» **Description of the task**
Among the lines of data below, reproduce only those from the one with "Gokhale Path</p></div><em>50 m</em></li>" through the one with "6 2 6-2v14l-6", exactly as they stand, both ends included.

*** Material provided ***

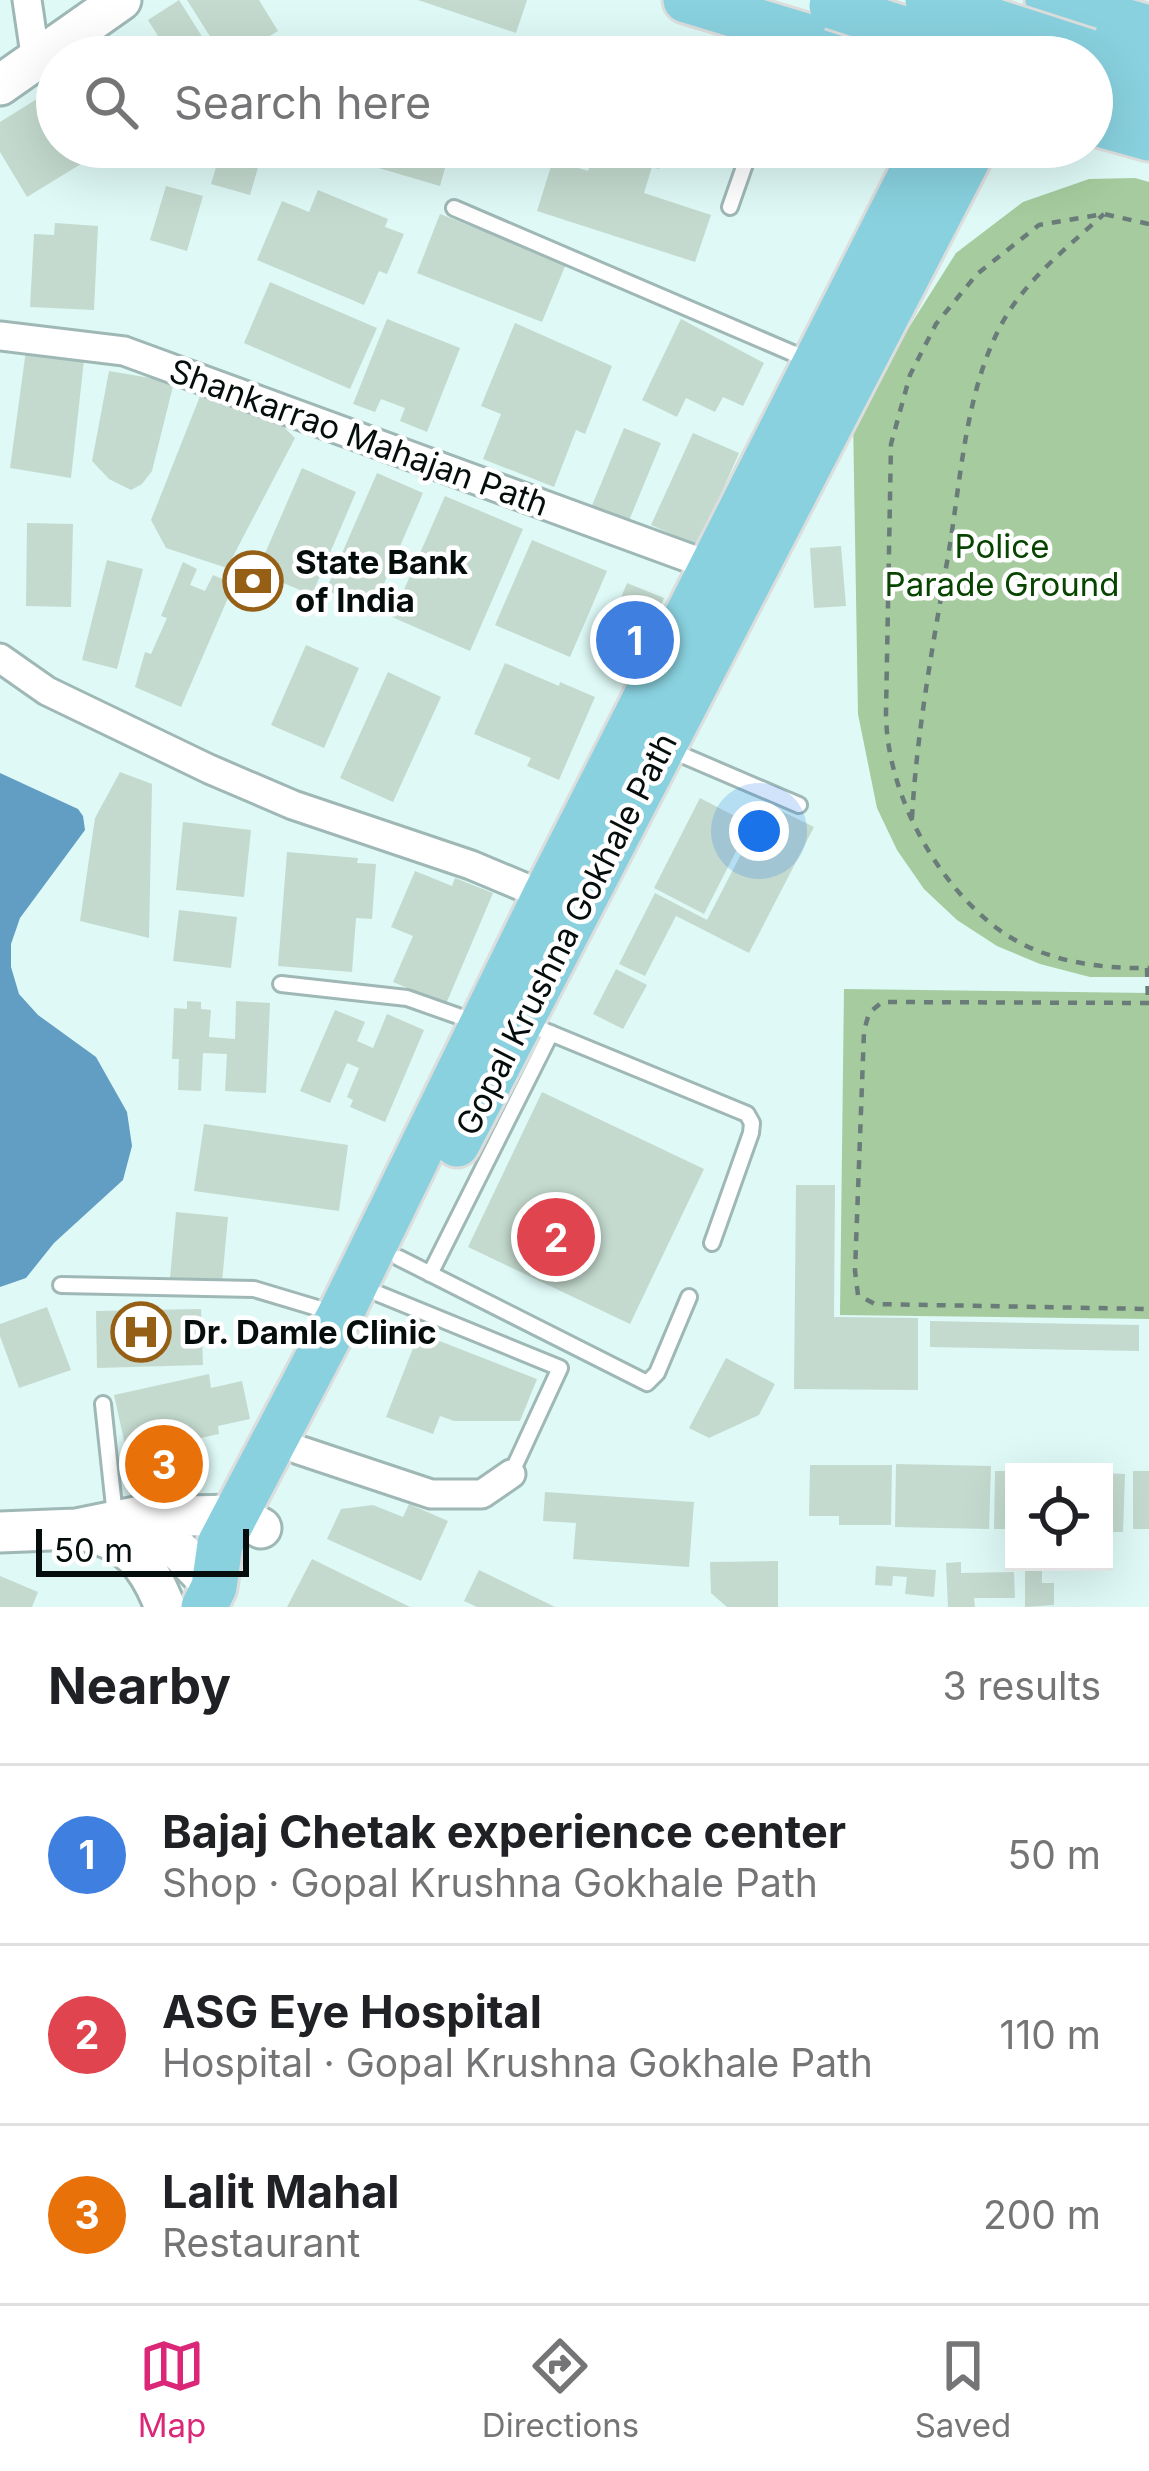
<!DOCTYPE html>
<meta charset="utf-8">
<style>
body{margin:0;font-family:Inter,sans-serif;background:#f6f6f6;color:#202124}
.controls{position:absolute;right:36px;bottom:36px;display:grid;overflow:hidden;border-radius:0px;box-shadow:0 12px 48px #0002}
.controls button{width:108px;height:108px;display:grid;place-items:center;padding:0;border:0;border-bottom:3px solid #e0e0e0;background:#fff;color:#202124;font:60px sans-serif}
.scale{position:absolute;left:36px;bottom:30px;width:213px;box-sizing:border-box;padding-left:12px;border:6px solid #050e0d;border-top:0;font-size:33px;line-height:42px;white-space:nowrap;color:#050e0d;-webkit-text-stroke:9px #fff;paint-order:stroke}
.you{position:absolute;left:759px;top:831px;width:42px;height:42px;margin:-30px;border:9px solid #fff;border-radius:50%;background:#1a73e8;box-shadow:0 0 0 18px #1a73e833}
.badge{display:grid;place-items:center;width:78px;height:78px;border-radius:50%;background:#db2777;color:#fff;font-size:39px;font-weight:700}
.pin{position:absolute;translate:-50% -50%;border:6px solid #fff;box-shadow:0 3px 12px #0006}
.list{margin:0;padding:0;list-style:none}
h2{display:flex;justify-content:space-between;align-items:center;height:156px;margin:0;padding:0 48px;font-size:51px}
h2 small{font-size:39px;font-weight:400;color:#757577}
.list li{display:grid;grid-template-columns:78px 1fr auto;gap:36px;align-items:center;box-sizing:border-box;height:180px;padding:0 48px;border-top:3px solid #e0e0e0}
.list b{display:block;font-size:45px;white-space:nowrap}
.list p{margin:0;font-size:39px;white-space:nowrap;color:#757577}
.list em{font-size:39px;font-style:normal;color:#757577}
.icon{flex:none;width:66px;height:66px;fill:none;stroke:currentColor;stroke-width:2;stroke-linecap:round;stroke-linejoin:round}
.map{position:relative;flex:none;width:1149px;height:1607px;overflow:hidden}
.search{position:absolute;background:#fff;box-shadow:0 12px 48px #0002;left:36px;right:36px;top:36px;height:132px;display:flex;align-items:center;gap:30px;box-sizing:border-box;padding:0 42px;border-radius:66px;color:#757577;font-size:45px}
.sheet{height:696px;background:#fff}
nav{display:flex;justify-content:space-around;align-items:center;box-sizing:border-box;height:168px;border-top:3px solid #e0e0e0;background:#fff;font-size:33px;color:#757577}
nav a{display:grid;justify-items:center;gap:6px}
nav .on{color:#db2777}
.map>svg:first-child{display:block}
</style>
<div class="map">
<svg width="1149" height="1607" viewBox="0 0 1149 1607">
<rect width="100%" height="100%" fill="#def9f6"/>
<path fill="#a5cb9e" d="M1135,178L1149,182V977H1090L1040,964L997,946L957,920L924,889L897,850L877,808L858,714L853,416L956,253L1023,202L1089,179Z
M844,989L1149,993V1319L840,1315Z"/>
<path fill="#629dc3" d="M0,773L78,809L83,816L85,830L20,918L11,944V967L19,994L38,1015L96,1057L127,1112L132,1146L123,1180L54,1243L26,1278L0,1287Z"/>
<path fill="#c4dacf" d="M179,0L215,57H153L166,49L148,20Z
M187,0H259L278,31L236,57H223Z
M418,0H527L516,33Z
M122,36L135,57H87Z
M53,89L57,96V147H89L94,156L27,197L0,152V122Z
M222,147H264L250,195L211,184Z
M363,147H451L440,186L358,162Z
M595,147H667L659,169L652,167L644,193L711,215L695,262L537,211L553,160L588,171Z
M166,186L203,196L187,251L150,240Z
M318,190L388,219L385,227L404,234L387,274L379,271L364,305L257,260L282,201L309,212Z
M440,214L566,264L542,322L417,273Z
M55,223L98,226L94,310L30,307L34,234L54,235Z
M270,282L377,328L350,389L244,343Z
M387,319L460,348L427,432L400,421L405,408L381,399L375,412L353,404Z
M681,319L764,363L743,406L723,397L715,412L686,398L677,417L642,400Z
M515,323L612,366L585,434L576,430L554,487L483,459L501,414L481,406Z
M26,350L84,360L71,478L10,468Z
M109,371L174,382L152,471L142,484L131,490L109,479L92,461Z
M204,386L261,405L295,438L227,568L166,548L151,520Z
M624,428L661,443L628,523L591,508Z
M693,433L739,453L698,546L651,525Z
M302,468L356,492L312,595L257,572Z
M377,473L423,493L373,609L326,590Z
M445,496L523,529L470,651L392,617Z
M27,523L73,524L71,607L26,606Z
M532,540L607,571L570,657L495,625Z
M841,546L846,606L814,608L810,548Z
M107,560L143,569L117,669L82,660Z
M183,562L197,569L190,585L205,591L213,575L234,584L181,707L135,687L145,652L151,654L167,618L161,616Z
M627,583L664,598L633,676L595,661Z
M306,645L359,668L324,748L271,725Z
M505,663L559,686L560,682L595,697L559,780L527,766L531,758L474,734Z
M388,672L441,697L393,802L340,778Z
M120,772L152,784L149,938L80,921L95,818Z
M700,798L750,824L704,914L654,888Z
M767,804L814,827L749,953L676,916L645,976L619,964L655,893L707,920Z
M183,822L251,830L244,897L176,890Z
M287,852L358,858L357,863L376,864L372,919L356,918L352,972L278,966Z
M415,871L452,886L455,878L493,893L446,1004L393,982L413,936L391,927Z
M179,910L237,917L231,968L173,961Z
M616,969L647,985L623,1029L593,1014Z
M187,1001L201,1002V1009L211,1010L209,1037L235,1039L236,1001L270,1003L266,1093L225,1091L227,1054L203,1053L201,1091L178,1090L179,1059H172L174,1008L187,1009Z
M335,1010L365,1022L357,1041L373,1048L387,1014L424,1030L385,1122L350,1107L353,1100L347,1097L359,1068L347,1063L330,1103L300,1091Z
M542,1092L704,1169L630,1324L468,1247Z
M204,1124L348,1145L339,1211L194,1191Z
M796,1185H835L834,1317L918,1318V1390L794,1389Z
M176,1212L228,1217L222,1282L170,1278Z
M47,1307L71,1370L19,1388L0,1336V1324Z
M201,1309L203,1365L97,1368L96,1311Z
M930,1321L1139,1325V1351L930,1347Z
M419,1333L537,1379L520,1421H454L440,1416L433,1434L386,1417Z
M726,1358L775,1384L759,1415L709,1438L689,1428Z
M209,1374L211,1388L242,1381L250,1419L218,1426L219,1434L127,1454L114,1395Z
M896,1464L991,1466L989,1529L895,1527Z
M810,1465H892L891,1525H839V1516H809Z
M995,1471H1014V1529H994Z
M1133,1471H1149V1529H1133Z
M1104,1473L1125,1474L1123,1532H1104Z
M545,1492L694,1502L689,1567L573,1559L576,1523L543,1521Z
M409,1504L448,1521L421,1581L327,1539L341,1509L373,1505L403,1517Z
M312,1559L410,1607H287Z
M778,1561V1607H727L711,1593L710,1562Z
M961,1562V1573L1014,1572L1015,1598H974L975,1607H948L946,1563Z
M876,1566L936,1570L934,1597L905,1594L907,1577L893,1576L892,1586L875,1585Z
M479,1570L555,1607H477L464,1601Z
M1025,1571H1042V1583H1054V1605L1025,1607Z
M0,1576L38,1592L32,1607H0Z"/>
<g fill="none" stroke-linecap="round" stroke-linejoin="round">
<defs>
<path id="lane" d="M730,207L751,147
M454,208L811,361
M668,749L799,805
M281,984L407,998L478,1023
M526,1023L747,1114L752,1123L751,1133L712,1243
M399,1258L647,1383L657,1373L689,1297
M430,1274L551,1033
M61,1285L254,1289L334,1313
M379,1294L560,1368L511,1474
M103,1404L115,1516"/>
<path id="street" d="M27,0L36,61
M0,336L124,351L711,566
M0,658L47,691L209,769L293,805L471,865L545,896
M299,1450L431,1494H482L511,1474"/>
<path id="secondary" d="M0,85L121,0
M135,1517L236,1515L261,1528
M81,1530C128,1539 148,1563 165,1607
M0,1532L76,1529L135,1517L171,1542L214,1587"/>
<path id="primary" d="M686,0L875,57
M1048,0L1149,28
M1089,52L1149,69
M1092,89L1149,105
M1092,122L1149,138
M457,1144L974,147
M204,1607L214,1587L220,1544L340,1315L545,896L925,147"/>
</defs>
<use href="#lane" stroke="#9fb8b6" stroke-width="20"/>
<use href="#street" stroke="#9fb8b6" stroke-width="33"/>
<use href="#secondary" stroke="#9fb8b6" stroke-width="45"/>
<use href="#primary" stroke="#dcdddd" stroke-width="51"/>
<path stroke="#6a7c7a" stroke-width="4.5" stroke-dasharray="9 9" stroke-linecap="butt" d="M1149,224L1104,214L1039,225L977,274L936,324L910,375L891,444L886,712C886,791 934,881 998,929C1041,961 1098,969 1149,968
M912,818C917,726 935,635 950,544C962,469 967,379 1008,313C1032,275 1071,244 1104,214
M1147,968L1148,1003
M1149,1003L882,1002L869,1013L864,1031L855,1271L858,1295L875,1304L1149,1309"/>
<use href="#lane" stroke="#fff" stroke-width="14"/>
<use href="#street" stroke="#fff" stroke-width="27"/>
<use href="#secondary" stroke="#fff" stroke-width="39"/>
<use href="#primary" stroke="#89d1df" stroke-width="45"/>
<defs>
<path id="primary-bridge" d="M928,0L1089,52
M832,6L990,57"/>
</defs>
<use href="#primary-bridge" stroke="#dcdddd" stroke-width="51" stroke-linecap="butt"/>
<use href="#primary-bridge" stroke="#89d1df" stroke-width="45"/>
</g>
<defs>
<symbol id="bank-ring" viewBox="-11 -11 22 22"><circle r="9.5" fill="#fff" stroke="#955f16" stroke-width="1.5"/><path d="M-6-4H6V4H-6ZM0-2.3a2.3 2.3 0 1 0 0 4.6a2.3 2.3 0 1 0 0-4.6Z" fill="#955f16"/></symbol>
<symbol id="hospital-ring" viewBox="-11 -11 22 22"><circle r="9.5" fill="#fff" stroke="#955f16" stroke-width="1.5"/><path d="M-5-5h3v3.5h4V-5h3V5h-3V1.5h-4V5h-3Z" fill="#955f16"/></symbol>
</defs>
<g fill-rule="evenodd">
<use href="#bank-ring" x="220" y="548" width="66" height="66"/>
<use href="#hospital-ring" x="108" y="1299" width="66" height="66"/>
</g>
<g text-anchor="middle" stroke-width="9" stroke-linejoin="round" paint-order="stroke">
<g font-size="33" fill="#050e0d" stroke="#fff">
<text transform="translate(359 437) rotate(20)" y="12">Shankarrao Mahajan Path</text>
<text transform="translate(566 934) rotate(-63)" y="12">Gopal Krushna Gokhale Path</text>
</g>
<g font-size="33" fill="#074400" stroke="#fff">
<text x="1002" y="558">Police<tspan x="1002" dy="38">Parade Ground</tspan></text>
</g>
<g font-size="33" font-weight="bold" fill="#050e0d" stroke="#fff" text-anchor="start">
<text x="295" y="574">State Bank<tspan x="295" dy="38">of India</tspan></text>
<text x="183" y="1344">Dr. Damle Clinic</text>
</g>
</g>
</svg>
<div class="controls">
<button><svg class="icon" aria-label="locate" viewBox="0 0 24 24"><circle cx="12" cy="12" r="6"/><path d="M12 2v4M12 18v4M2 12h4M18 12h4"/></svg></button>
</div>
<div class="scale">50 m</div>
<div class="you"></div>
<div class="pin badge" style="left:635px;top:640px;background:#3f7fe0">1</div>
<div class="pin badge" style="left:556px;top:1237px;background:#e0444e">2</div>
<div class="pin badge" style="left:164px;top:1464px;background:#e8710a">3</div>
<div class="search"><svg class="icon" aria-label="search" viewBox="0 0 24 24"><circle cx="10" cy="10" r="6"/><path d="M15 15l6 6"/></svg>Search here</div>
</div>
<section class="sheet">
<h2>Nearby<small>3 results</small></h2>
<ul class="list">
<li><span class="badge" style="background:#3f7fe0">1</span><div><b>Bajaj Chetak experience center</b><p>Shop · Gopal Krushna Gokhale Path</p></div><em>50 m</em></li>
<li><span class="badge" style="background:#e0444e">2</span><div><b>ASG Eye Hospital</b><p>Hospital · Gopal Krushna Gokhale Path</p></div><em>110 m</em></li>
<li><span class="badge" style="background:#e8710a">3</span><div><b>Lalit Mahal</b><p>Restaurant</p></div><em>200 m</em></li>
</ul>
</section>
<nav>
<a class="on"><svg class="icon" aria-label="map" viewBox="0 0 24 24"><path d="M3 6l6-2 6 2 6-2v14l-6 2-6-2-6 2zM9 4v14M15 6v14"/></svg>Map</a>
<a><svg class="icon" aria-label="directions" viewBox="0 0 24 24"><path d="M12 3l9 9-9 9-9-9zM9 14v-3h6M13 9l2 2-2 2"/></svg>Directions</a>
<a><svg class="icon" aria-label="saved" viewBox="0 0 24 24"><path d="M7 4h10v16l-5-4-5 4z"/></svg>Saved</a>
</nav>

***

» **Answer area**
<li><span class="badge" style="background:#3f7fe0">1</span><div><b>Bajaj Chetak experience center</b><p>Shop · Gopal Krushna Gokhale Path</p></div><em>50 m</em></li>
<li><span class="badge" style="background:#e0444e">2</span><div><b>ASG Eye Hospital</b><p>Hospital · Gopal Krushna Gokhale Path</p></div><em>110 m</em></li>
<li><span class="badge" style="background:#e8710a">3</span><div><b>Lalit Mahal</b><p>Restaurant</p></div><em>200 m</em></li>
</ul>
</section>
<nav>
<a class="on"><svg class="icon" aria-label="map" viewBox="0 0 24 24"><path d="M3 6l6-2 6 2 6-2v14l-6 2-6-2-6 2zM9 4v14M15 6v14"/></svg>Map</a>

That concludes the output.